Late last year, Intel (NASDAQ:INTC) detailed its CPU-oriented 14-nanometer semiconductor logic manufacturing technology at the International Electron Devices Meeting, or IEDM. At the VLSI Symposium earlier this month, Intel detailed the system-on-chip variant of this 14-nanometer process aimed at a wide variety of applications ranging from cellular basebands and radio-frequency chips to tablet and smartphone applications processors.

In this article, I'll address the technology described in Intel's paper and give the reader a sense of how this technology compares to Intel's older 22-nanometer technology and, in some cases, against competing 14/16-nanometer technologies.

More transistor options, better transistors
To support the broad range of applications the company is targeting with this process, Intel has made a number of additions and changes from the CPU process. For example, the technology now includes high-voltage input/output transistors that Intel said raises the "voltage ceiling" to 3.3 volts.

Even when a transistor is "off" (a popular analogy used to describe transistors is as "on/off" switches), it still consumes power. EE Times described leakage current as a "phenomenon that causes transistors to consume power during their off state." So it's no surprise that for applications such as smartphone applications processors, lower leakage transistors are necessary.

According to Intel, the 14-nanometer system-on-chip process includes much lower-leakage transistors that "lower the leakage floor" of the technology by "three orders of magnitudes [sic]."

The process supports high-speed logic transistors (the kinds used in traditional high-performance CPUs) and low-power logic transistors, as well as the high-voltage I/O transistors mentioned above. All three transistor flavors appear to deliver significant drive current improvements over their 22-nanometer counterparts.

A focus on density for SoCs
Unlike high-performance CPUs, where performance is the key focus, transistor density is crucial for highly integrated system-on-chip products, even if it comes at the expense of peak performance. According to the Intel paper, CPU technologies "emphasize lower [resistance capacitance] through wide interconnects"; the system-on-chip technology that Intel is describing is focused on density (at the expense of higher RC, and this lower interconnect performance).

Source: Intel.

On the left in the image above is a CPU interconnect stack, while a system-on-chip interconnect stack is on the right. The CPU interconnect stack has fewer of the finer pitch metal layers (which enable better density) and several very thick layers. In contrast, the system-on-chip interconnect has many of the very fine pitch metal layers to enable significantly better density.

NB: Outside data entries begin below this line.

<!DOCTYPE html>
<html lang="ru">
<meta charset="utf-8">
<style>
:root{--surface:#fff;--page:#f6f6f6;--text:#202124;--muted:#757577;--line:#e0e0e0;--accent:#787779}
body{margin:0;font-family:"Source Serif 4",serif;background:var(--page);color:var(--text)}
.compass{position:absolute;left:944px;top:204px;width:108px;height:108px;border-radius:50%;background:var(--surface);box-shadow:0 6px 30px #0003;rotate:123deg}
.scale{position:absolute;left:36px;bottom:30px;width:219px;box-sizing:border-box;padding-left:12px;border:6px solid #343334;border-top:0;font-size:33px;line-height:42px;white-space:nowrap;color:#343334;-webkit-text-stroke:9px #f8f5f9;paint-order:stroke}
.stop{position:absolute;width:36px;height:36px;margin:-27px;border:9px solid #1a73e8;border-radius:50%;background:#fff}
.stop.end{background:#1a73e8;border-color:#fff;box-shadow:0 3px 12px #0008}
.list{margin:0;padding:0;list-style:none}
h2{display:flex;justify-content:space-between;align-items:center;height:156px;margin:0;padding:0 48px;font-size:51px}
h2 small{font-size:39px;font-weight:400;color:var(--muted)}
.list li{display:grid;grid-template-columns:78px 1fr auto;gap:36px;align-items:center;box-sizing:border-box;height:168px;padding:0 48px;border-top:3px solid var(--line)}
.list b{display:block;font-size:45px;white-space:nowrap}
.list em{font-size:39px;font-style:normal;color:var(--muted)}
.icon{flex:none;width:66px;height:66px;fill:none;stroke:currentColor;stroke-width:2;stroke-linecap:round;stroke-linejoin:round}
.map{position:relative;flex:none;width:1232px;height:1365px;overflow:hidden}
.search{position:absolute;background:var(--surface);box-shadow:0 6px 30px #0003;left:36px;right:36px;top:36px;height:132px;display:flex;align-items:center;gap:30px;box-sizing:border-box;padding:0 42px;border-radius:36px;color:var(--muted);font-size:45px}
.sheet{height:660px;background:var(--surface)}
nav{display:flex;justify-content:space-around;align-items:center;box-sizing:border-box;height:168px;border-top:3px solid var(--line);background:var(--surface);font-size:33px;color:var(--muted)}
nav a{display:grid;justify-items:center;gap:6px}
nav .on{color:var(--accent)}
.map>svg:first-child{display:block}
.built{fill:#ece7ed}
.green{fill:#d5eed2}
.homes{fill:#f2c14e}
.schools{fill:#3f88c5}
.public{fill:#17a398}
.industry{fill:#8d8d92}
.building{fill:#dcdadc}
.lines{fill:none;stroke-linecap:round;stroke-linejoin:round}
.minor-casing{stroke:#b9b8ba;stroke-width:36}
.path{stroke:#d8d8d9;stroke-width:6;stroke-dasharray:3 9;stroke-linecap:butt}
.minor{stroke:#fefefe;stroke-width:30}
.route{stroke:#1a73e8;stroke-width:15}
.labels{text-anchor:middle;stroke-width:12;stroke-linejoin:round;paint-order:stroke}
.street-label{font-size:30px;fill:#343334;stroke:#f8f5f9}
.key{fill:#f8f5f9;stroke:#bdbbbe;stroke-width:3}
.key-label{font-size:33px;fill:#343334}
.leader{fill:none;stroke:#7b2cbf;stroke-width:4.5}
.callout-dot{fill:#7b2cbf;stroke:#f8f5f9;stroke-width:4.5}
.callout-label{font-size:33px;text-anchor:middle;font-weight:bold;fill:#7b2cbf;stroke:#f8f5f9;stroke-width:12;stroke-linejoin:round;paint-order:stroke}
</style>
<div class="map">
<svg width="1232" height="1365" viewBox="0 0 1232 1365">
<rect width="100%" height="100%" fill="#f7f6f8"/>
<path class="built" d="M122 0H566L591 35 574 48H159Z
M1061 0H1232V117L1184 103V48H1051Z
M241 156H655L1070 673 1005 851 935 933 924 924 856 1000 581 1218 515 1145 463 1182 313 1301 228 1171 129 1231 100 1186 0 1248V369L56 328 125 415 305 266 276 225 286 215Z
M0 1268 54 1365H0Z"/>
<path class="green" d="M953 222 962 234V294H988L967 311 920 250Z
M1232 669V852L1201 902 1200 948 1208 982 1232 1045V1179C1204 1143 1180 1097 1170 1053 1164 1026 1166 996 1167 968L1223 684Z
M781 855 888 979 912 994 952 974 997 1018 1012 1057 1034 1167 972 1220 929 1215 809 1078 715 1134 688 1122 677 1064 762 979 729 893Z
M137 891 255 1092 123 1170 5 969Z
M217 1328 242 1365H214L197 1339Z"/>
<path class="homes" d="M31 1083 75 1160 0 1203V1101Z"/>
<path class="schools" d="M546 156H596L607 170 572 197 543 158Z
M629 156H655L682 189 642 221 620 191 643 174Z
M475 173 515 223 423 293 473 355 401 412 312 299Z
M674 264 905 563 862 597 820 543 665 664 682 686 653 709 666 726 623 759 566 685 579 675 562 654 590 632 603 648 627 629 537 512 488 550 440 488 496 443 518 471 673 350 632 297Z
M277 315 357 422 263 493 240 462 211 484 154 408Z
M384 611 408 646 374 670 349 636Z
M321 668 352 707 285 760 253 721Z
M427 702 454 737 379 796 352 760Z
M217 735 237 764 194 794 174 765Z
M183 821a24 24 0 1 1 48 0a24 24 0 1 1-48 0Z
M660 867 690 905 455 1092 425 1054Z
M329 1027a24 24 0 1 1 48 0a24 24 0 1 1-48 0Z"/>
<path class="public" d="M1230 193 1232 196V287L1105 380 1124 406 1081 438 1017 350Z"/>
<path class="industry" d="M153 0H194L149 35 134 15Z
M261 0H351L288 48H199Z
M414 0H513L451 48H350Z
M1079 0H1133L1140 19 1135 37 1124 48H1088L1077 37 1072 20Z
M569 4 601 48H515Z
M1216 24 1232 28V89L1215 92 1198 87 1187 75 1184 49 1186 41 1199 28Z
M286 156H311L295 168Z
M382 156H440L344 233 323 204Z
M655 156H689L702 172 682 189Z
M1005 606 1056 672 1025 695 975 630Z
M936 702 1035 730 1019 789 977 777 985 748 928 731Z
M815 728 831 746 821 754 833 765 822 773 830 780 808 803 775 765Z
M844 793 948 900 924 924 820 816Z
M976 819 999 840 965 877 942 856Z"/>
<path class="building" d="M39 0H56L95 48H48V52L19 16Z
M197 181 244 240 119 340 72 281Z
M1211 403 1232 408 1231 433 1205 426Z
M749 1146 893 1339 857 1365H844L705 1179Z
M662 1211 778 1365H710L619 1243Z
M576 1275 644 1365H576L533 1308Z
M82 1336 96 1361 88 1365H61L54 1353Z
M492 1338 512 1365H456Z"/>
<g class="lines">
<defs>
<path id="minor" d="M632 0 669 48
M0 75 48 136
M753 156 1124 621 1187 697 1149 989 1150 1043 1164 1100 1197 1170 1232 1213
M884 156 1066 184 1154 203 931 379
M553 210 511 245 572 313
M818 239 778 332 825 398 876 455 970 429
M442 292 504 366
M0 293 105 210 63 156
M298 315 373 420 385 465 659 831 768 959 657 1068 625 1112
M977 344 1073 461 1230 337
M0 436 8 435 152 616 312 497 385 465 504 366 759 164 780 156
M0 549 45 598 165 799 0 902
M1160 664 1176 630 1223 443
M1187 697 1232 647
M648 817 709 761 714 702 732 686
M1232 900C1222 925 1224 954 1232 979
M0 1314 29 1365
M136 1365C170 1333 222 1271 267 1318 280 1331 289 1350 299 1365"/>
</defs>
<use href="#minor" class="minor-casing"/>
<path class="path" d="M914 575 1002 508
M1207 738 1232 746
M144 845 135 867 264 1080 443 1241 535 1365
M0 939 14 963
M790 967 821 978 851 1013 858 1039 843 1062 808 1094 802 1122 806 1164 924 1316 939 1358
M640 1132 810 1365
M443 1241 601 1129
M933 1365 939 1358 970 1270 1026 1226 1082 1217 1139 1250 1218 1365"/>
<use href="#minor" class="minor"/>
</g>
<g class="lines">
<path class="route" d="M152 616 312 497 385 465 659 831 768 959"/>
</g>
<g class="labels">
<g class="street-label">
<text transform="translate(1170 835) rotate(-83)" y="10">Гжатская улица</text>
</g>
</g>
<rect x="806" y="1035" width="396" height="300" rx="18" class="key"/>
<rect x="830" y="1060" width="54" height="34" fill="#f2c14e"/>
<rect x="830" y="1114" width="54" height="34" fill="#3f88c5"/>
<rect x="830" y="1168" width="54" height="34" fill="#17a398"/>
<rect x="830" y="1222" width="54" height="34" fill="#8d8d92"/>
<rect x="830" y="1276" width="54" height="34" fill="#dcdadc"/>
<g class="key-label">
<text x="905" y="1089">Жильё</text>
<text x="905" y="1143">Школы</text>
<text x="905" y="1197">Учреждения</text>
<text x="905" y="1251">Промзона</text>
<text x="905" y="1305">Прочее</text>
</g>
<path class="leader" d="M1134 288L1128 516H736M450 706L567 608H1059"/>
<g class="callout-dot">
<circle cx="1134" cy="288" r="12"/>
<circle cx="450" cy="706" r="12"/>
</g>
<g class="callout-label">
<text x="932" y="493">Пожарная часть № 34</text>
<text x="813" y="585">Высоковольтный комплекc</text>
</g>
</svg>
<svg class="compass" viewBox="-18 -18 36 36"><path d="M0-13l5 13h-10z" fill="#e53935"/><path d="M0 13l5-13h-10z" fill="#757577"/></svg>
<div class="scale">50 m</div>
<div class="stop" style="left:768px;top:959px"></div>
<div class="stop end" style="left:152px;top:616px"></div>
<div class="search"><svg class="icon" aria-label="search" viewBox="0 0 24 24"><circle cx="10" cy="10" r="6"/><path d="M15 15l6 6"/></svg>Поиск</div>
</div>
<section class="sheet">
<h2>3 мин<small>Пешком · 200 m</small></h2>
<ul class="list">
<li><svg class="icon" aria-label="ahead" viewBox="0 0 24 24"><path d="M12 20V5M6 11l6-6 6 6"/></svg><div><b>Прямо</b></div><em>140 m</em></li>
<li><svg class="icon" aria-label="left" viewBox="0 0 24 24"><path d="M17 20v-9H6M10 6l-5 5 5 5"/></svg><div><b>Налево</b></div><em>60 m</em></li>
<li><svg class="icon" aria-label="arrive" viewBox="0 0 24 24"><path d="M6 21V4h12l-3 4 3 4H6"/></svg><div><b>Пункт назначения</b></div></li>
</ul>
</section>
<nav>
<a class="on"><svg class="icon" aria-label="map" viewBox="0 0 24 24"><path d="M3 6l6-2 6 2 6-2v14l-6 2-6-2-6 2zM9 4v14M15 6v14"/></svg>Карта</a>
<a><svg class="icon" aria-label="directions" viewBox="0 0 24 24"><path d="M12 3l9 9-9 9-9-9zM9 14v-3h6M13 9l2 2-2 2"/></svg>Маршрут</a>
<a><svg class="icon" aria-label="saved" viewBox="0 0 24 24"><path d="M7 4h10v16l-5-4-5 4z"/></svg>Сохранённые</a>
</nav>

This is why, for example, density comparisons of a system-on-chip such as the Apple (NASDAQ:AAPL) A8 with high-performance CPUs like Intel's Core M are pretty much useless. By design, something like the Core M will trade density for the ability to deliver higher frequencies while the A8 can be much denser but won't run as fast.

SRAM bit-cell sizes
According to the paper, Intel's 14-nanometer process supports three different types of SRAM memory cells (used for things like on-chip caches). The first is the high-performance cell that measures in at 0.0706 um^2. The next is the low-voltage cell, which Intel described at IEDM, which comes in at 0.0588 um^2. Last is the high-density cell, which has an area of 0.0499 um^2.

According to TSMC's (NYSE:TSM) paper at IEDM, describing its 16-nanometer FinFET Plus process, the company's 16 FinFET Plus high-density SRAM cell measures at 0.070 um^2. This means Intel's high-density cell in its 14-nanometer SoC technology is -- if my math is correct -- 28.7% denser than TSMC's and about 22% denser than Samsung's.

Solid sounding process, but we need to see good products
From what Intel has described, its 14-nanometer system-on-chip process looks like a solid foundation for a wide variety of applications. The first products built on this technology, the recently released Atom x5/x7 chips, weren't all that impressive, though.

However, I expect more impressive products with this technology in 2016. In particular, I'm looking forward to seeing Intel's first 14-nanometer integrated applications processors and basebands, as well as its second-generation 14-nanometer stand-alone applications processor, Broxton.